Work required: Provide the count of lines below that include the word "label", without any accompanying remarks.

Data for the task:
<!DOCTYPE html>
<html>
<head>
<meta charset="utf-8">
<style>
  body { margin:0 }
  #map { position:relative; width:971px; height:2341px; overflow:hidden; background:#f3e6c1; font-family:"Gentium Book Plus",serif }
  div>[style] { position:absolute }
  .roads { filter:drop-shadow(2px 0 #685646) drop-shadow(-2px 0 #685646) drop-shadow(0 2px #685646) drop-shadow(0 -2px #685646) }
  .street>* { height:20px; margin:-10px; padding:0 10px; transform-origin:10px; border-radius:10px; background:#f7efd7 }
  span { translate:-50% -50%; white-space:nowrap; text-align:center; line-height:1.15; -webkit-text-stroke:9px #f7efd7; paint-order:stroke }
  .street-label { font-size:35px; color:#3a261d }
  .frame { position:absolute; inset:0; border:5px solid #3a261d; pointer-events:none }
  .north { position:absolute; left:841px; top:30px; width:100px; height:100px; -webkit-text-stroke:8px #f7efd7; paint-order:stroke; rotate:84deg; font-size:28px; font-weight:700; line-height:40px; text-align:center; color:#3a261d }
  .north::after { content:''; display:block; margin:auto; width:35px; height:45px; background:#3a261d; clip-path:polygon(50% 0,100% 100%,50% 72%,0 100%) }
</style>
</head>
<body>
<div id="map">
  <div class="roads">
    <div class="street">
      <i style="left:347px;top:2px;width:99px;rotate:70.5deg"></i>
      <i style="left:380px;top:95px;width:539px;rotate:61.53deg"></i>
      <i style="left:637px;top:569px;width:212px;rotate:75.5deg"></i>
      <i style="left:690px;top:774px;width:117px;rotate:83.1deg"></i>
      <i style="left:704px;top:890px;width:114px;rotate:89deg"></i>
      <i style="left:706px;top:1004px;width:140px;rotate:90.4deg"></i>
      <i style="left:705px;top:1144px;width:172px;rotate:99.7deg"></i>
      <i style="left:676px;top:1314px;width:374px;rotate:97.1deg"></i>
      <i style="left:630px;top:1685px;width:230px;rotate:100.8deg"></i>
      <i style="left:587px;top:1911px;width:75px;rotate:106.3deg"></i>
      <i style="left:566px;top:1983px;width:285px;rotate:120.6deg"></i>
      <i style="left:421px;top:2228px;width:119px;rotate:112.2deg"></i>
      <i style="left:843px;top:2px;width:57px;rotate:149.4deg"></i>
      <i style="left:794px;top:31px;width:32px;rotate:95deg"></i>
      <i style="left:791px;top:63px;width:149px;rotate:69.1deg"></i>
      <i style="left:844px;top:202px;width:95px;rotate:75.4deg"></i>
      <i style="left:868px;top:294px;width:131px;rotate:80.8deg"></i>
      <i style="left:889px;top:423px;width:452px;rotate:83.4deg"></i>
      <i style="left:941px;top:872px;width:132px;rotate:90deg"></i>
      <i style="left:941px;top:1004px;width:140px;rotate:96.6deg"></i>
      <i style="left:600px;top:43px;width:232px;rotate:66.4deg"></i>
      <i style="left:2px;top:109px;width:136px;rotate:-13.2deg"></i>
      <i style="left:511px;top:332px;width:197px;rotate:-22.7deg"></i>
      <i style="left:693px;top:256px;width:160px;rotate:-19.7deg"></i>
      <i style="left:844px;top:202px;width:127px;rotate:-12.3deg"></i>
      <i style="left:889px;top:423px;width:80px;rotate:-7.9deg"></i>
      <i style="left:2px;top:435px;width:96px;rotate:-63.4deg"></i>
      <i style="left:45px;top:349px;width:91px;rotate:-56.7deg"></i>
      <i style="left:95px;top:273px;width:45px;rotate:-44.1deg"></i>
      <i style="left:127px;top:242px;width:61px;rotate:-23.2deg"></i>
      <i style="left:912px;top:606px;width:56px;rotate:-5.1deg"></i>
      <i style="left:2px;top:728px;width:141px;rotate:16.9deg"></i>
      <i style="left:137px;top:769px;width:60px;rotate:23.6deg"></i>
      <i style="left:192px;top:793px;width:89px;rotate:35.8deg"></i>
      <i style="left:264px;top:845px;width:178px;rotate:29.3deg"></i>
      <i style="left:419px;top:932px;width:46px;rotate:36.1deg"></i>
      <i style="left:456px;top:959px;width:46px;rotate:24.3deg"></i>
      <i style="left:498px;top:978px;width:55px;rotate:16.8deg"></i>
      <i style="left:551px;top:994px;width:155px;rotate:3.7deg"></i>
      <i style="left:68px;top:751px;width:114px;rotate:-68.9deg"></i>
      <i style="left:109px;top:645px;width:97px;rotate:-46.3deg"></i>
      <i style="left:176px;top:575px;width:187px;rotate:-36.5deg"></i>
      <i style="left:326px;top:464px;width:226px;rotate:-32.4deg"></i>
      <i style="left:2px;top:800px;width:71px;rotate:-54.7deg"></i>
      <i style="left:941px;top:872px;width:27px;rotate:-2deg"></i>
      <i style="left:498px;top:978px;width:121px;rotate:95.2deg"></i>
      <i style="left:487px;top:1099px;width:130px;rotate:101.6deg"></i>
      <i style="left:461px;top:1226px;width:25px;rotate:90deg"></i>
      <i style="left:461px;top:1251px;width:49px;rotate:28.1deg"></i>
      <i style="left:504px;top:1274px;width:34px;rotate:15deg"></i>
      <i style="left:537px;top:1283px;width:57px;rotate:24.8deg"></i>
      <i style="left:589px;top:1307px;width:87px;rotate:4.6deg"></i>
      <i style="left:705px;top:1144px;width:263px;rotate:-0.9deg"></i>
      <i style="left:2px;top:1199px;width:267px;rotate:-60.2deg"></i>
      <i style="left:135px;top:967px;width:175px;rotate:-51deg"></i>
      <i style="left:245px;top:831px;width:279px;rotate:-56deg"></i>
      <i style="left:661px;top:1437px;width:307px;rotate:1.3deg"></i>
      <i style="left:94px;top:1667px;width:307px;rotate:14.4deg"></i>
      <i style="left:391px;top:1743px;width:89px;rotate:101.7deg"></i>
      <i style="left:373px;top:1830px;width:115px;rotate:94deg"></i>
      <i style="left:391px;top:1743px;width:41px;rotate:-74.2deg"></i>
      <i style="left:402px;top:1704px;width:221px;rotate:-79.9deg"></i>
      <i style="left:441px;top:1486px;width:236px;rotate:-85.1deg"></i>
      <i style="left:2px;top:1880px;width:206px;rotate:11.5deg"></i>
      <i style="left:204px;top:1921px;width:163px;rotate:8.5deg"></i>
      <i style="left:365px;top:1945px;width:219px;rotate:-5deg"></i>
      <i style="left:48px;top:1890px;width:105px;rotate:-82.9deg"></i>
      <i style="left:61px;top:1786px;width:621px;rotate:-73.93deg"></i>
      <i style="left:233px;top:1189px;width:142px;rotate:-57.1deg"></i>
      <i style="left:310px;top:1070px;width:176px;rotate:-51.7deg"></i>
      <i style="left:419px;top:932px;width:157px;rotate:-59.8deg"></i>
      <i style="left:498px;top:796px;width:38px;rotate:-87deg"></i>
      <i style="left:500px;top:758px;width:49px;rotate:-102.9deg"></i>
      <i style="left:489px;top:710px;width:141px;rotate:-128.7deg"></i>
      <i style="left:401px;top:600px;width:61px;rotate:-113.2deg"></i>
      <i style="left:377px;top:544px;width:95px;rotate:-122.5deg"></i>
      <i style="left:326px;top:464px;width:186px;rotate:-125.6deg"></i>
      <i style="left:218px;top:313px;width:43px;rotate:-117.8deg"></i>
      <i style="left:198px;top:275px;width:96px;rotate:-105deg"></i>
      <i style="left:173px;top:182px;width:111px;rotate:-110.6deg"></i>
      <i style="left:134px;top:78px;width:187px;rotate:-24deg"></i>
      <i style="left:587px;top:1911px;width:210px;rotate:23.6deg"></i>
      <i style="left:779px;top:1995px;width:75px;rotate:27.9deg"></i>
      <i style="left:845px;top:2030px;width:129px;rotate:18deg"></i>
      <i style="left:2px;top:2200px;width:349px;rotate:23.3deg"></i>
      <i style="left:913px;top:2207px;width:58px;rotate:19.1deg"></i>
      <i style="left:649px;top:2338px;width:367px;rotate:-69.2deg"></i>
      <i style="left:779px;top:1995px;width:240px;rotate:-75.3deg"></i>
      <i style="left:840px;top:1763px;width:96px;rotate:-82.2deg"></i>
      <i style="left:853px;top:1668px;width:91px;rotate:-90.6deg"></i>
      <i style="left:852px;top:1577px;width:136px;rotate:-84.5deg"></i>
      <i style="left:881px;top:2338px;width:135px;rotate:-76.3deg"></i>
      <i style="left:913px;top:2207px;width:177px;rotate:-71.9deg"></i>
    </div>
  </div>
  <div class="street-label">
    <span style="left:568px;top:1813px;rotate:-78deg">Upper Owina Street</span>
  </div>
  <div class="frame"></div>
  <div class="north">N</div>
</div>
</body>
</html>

Result for this task: 2